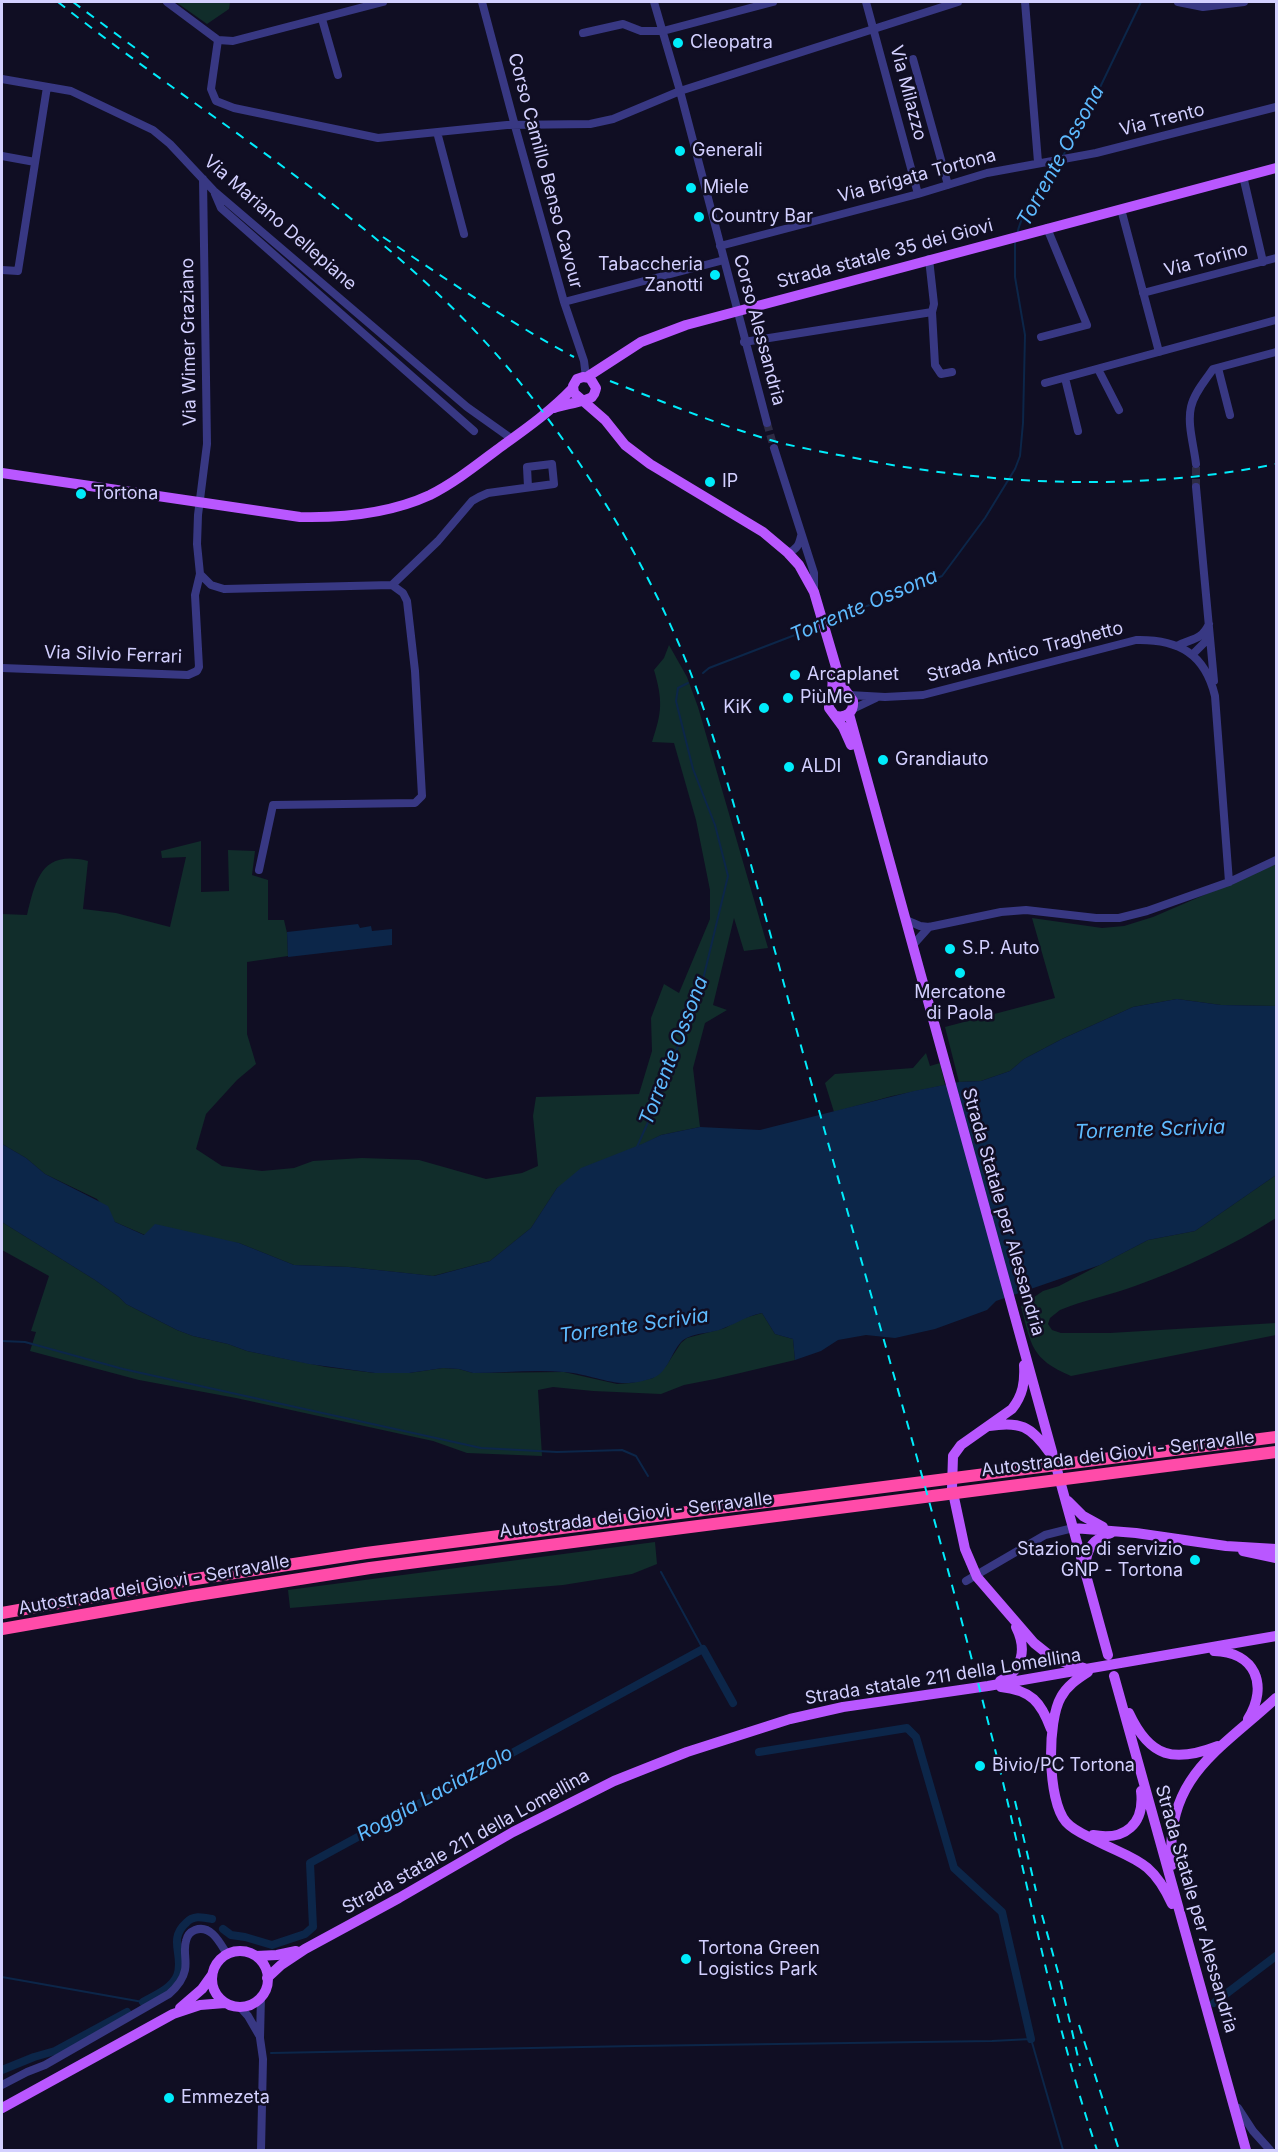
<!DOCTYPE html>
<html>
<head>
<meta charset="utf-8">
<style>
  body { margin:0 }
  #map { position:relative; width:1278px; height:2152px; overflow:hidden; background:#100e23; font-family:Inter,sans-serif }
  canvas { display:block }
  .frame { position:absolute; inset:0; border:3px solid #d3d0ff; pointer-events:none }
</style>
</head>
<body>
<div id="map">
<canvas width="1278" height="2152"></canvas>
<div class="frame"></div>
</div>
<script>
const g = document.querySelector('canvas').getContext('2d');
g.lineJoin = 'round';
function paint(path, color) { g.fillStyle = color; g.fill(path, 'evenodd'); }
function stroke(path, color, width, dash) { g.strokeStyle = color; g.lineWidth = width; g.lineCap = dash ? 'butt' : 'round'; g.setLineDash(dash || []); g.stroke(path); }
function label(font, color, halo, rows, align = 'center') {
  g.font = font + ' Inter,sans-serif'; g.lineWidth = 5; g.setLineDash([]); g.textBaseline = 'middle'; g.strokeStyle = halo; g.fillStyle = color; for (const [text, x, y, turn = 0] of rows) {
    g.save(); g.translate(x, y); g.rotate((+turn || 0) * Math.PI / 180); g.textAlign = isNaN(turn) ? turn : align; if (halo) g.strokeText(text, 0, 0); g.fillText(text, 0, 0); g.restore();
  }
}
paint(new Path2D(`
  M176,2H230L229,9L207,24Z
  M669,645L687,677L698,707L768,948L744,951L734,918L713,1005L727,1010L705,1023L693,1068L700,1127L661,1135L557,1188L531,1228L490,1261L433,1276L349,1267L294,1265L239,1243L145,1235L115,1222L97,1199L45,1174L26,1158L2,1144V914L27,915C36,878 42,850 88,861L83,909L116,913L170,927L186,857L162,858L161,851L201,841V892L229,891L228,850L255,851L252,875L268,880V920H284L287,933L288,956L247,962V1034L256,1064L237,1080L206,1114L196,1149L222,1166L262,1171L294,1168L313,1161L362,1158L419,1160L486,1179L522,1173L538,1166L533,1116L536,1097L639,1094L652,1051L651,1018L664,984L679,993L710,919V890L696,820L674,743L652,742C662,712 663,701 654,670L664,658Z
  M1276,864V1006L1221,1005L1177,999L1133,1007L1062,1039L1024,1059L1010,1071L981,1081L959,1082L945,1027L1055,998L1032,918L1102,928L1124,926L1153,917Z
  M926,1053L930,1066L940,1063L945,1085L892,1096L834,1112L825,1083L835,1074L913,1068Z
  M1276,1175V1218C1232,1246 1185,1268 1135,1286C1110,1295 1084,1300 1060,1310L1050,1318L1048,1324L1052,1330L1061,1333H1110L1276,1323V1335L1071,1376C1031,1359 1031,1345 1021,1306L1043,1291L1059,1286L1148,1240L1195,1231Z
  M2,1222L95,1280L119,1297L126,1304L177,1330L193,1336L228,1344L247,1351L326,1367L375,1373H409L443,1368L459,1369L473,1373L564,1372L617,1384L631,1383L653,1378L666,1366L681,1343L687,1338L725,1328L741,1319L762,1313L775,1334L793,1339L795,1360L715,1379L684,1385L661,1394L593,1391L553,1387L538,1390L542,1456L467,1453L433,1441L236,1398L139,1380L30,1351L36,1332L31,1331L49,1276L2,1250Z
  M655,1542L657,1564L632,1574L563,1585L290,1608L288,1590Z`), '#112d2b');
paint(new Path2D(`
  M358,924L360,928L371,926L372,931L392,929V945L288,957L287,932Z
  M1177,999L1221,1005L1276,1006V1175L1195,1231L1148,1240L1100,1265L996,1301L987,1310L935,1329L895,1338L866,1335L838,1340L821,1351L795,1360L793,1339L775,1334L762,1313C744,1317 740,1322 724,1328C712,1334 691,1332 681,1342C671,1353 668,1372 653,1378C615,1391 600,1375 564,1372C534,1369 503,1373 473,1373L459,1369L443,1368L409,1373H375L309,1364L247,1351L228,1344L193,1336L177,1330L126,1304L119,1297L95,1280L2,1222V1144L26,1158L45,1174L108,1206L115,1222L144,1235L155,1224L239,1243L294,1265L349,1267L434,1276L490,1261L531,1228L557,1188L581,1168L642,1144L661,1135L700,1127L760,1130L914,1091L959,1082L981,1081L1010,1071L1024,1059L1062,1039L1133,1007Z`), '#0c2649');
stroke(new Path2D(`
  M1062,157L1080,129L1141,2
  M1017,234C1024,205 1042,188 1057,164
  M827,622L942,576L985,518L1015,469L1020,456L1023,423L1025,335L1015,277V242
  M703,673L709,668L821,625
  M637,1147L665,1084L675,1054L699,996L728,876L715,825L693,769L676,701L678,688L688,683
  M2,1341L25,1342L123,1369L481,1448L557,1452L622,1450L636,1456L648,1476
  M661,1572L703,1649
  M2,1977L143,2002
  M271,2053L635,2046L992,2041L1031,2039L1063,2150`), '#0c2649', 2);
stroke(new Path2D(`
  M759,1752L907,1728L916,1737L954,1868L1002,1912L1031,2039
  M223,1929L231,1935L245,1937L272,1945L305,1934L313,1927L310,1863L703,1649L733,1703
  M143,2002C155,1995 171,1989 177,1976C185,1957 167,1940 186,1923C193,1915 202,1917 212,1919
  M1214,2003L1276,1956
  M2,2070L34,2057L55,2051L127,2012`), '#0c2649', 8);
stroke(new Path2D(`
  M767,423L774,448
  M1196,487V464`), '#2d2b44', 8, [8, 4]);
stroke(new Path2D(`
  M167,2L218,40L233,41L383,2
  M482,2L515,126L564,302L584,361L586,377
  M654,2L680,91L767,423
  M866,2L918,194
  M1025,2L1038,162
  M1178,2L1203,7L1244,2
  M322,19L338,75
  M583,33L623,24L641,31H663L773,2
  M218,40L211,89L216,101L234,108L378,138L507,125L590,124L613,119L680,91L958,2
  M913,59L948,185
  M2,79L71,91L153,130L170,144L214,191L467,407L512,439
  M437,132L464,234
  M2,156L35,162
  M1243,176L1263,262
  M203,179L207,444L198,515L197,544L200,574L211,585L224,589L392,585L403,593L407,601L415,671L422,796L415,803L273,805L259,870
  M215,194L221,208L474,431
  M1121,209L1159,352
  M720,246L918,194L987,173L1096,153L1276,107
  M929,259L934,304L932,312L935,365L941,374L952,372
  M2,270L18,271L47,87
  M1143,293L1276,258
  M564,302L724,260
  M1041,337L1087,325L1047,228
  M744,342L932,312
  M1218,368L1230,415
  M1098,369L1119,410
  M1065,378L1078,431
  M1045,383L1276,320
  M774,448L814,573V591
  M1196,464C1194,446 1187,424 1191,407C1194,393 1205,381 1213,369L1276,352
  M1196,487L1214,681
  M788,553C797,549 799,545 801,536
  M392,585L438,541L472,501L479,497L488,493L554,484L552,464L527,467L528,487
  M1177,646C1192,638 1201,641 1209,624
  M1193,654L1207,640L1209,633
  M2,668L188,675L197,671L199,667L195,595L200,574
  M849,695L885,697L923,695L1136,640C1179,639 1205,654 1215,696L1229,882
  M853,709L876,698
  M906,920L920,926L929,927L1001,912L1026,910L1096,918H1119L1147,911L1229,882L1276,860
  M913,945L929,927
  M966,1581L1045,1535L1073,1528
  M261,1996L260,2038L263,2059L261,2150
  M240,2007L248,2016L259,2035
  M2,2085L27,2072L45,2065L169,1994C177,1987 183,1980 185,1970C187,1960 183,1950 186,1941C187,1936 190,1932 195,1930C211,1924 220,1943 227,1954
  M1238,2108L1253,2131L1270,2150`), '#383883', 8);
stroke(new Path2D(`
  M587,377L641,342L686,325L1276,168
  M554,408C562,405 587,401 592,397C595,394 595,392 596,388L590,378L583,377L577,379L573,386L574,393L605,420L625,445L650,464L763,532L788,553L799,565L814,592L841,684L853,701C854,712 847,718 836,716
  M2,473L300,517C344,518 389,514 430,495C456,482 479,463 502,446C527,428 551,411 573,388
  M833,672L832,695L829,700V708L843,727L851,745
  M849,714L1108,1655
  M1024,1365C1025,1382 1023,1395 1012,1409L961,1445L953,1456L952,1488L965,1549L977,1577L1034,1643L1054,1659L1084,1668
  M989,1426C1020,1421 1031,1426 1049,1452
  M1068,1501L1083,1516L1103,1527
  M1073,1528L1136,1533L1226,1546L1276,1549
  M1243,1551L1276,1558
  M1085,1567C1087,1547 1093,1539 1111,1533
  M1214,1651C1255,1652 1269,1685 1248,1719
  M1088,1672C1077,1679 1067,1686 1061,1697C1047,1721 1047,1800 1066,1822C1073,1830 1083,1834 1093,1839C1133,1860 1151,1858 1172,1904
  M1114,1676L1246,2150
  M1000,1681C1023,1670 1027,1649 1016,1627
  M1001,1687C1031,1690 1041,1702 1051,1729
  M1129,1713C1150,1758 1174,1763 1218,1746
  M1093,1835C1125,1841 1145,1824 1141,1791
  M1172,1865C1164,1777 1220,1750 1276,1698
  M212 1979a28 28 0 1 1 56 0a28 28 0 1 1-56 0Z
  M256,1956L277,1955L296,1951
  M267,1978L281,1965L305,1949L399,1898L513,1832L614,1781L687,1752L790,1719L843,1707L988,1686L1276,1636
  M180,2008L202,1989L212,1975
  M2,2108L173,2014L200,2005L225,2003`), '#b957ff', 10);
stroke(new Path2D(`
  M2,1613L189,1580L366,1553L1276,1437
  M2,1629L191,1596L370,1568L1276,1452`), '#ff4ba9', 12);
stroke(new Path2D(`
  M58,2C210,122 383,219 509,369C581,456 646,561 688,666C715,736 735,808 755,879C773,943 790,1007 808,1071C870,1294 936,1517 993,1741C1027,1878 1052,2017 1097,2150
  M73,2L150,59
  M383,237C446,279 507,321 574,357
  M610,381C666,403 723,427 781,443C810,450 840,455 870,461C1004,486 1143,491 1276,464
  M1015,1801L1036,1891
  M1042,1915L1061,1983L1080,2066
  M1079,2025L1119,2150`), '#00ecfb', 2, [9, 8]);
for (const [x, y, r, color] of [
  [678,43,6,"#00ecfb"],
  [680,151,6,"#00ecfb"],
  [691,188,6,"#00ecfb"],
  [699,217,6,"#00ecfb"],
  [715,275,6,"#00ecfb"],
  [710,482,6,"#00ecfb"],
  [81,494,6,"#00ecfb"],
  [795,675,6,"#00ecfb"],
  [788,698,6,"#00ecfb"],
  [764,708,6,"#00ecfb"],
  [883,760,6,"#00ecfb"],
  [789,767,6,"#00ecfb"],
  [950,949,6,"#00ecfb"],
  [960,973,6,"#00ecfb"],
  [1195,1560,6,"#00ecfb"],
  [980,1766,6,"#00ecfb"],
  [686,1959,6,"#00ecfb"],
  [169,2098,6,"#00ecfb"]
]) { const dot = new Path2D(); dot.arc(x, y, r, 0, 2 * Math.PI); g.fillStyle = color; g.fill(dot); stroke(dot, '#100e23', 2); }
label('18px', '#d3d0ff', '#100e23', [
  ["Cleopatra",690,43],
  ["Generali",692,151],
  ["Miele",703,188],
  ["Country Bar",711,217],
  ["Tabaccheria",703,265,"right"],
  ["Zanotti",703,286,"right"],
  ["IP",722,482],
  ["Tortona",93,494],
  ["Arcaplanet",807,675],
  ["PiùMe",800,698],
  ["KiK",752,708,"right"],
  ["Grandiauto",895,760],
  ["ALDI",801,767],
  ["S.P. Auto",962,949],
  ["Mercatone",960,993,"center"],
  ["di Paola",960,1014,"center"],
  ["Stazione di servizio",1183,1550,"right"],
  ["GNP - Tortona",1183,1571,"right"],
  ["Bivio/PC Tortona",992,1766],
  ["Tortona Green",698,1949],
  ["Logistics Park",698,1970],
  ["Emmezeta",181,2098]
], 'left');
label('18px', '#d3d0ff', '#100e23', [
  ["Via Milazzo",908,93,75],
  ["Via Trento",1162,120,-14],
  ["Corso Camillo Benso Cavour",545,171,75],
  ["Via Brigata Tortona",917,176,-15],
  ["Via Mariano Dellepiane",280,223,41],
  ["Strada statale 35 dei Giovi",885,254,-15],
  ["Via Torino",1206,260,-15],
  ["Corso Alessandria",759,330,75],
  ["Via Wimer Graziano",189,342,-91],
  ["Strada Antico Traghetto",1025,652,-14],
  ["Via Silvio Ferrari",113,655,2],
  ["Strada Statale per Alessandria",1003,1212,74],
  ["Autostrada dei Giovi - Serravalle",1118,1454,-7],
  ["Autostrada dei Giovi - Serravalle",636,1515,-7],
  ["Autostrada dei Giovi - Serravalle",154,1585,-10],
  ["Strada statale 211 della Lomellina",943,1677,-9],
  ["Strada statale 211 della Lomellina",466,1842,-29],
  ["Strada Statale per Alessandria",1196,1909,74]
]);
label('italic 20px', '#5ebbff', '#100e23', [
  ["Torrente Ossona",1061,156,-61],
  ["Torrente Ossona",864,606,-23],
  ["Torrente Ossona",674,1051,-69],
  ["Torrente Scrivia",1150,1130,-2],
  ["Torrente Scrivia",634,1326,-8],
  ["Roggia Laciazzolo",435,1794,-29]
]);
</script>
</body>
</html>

────────

#### [Problem]
Go through the records above and copy every line holding the word "lineWidth".

#### [Worked solution]
function stroke(path, color, width, dash) { g.strokeStyle = color; g.lineWidth = width; g.lineCap = dash ? 'butt' : 'round'; g.setLineDash(dash || []); g.stroke(path); }
  g.font = font + ' Inter,sans-serif'; g.lineWidth = 5; g.setLineDash([]); g.textBaseline = 'middle'; g.strokeStyle = halo; g.fillStyle = color; for (const [text, x, y, turn = 0] of rows) {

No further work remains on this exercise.